On Not Writing About Death

Book title in white letters on black background, The Art of Death

For my 69th birthday in June, one of my sisters gave me a book called The Art of Death by Edwidge Danticat. The subtitle is Writing the Final Story. It’s from The Art Of series edited by Charles Baxter and published by Graywolf Press. In it, Danticat examines death scenes from works by Toni Morrison, Gabriel Garcia Marquez, Tolstoy, and others while also reflecting on the deaths of her some of her own family members.

Danticat writes: Death is an unparalleled experience, so we look to death narratives and to the people in our lives who are dying, for some previously unknowable insights, which we hope they will pass to us in some way.

Cover of book titled The Art of Death by Edwidge DanticatMy sister gave me this book, I think, for two reasons. One, I’m a writer, and two, I tend to bring up death in our conversations. Maybe I’m in search of unknowable insights.

Death is on my mind a lot. Death is part of life, albeit the end of it. And barring accidents, disaster, or sudden illness, the older we get, the closer to death we come. My siblings (three sisters and a brother) and I are in our sixties and seventies and, like everyone else, getting older by the day. The hour. At this age, we are exactingly mindful of time.

When we were kids, we used to think that we would die in the order that we were born. That we would each somehow be given the same number of years to live. That seemed fair and when you’re one of five bickering siblings, fairness is always the argument. Until you learn that life isn’t fair. You get what you get and then you die.

In her book, Danticat says: We write about death to make sense of our losses, to become less haunted, to turn ghosts into words, to transform an absence into language.

In my first book, When the de la Cruz Family Danced, the protagonist who is loosely modeled after my father and his circumstances, is ill and dying.
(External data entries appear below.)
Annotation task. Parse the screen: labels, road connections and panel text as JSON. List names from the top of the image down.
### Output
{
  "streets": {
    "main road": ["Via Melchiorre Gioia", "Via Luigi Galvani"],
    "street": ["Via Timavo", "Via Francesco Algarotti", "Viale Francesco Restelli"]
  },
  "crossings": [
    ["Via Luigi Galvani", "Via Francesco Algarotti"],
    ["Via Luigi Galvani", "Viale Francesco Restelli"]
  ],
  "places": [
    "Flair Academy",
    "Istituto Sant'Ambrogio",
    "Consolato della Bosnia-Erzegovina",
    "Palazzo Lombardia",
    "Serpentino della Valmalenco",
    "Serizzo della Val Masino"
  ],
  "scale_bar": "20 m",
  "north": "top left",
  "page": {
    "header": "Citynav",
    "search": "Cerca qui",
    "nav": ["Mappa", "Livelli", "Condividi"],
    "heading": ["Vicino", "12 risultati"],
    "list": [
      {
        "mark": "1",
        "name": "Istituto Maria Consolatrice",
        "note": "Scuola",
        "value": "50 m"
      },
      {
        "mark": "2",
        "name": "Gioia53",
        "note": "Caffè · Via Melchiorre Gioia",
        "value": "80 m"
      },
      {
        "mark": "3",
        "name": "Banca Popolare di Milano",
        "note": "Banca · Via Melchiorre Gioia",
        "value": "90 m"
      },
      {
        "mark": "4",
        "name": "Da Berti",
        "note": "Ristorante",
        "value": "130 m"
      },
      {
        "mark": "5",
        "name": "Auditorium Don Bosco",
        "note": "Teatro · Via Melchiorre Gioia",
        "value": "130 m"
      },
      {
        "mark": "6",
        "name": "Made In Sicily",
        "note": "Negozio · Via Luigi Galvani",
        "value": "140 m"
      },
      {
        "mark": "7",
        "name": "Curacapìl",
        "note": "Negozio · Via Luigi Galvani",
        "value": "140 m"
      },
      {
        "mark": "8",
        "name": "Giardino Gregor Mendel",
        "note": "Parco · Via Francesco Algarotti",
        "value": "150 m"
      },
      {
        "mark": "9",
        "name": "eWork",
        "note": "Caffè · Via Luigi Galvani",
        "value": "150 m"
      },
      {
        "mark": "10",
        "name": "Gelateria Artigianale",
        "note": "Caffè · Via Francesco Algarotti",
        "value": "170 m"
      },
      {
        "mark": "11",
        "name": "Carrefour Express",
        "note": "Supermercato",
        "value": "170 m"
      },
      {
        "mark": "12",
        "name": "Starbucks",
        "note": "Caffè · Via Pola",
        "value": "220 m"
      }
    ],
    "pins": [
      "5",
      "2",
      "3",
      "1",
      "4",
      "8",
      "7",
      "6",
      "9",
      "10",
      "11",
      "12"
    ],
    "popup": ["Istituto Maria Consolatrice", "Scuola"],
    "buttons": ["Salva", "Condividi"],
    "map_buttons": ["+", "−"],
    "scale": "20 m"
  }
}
I started writing it in an airport as I waited to board a flight for my father’s funeral. I suppose I was trying, as Danticat wrote, to make sense of my loss. Years later, I wrote an essay about my mother’s death, again for all the reasons Danticat named.

Aside from these examples, I have seldom written about death. I am a wimp of a writer when it comes to imagining death for my characters. It seems to me to invite death into your life, to tempt it. “If you build it, they will come.” If you write it, it will happen. As if writers have such power. And yet, why tempt fate?

I’m writing a novel now about five siblings who are all in their sixties until the oldest one has a birthday and leads them to age into the next decade. But I know there won’t be a death in this story. I can’t write it. But there are ghosts in it—the already-dead. I like to imagine them still part of our lives, them in their ethereal realm tracking our blunders in our earthly one and slapping their vaporous foreheads in disbelief and hope.

Danticat says, “We cannot write about death without writing about life.”

So for now I’m writing about life, though as I mentioned, I think about death a lot. The inevitability of it and what we leave behind.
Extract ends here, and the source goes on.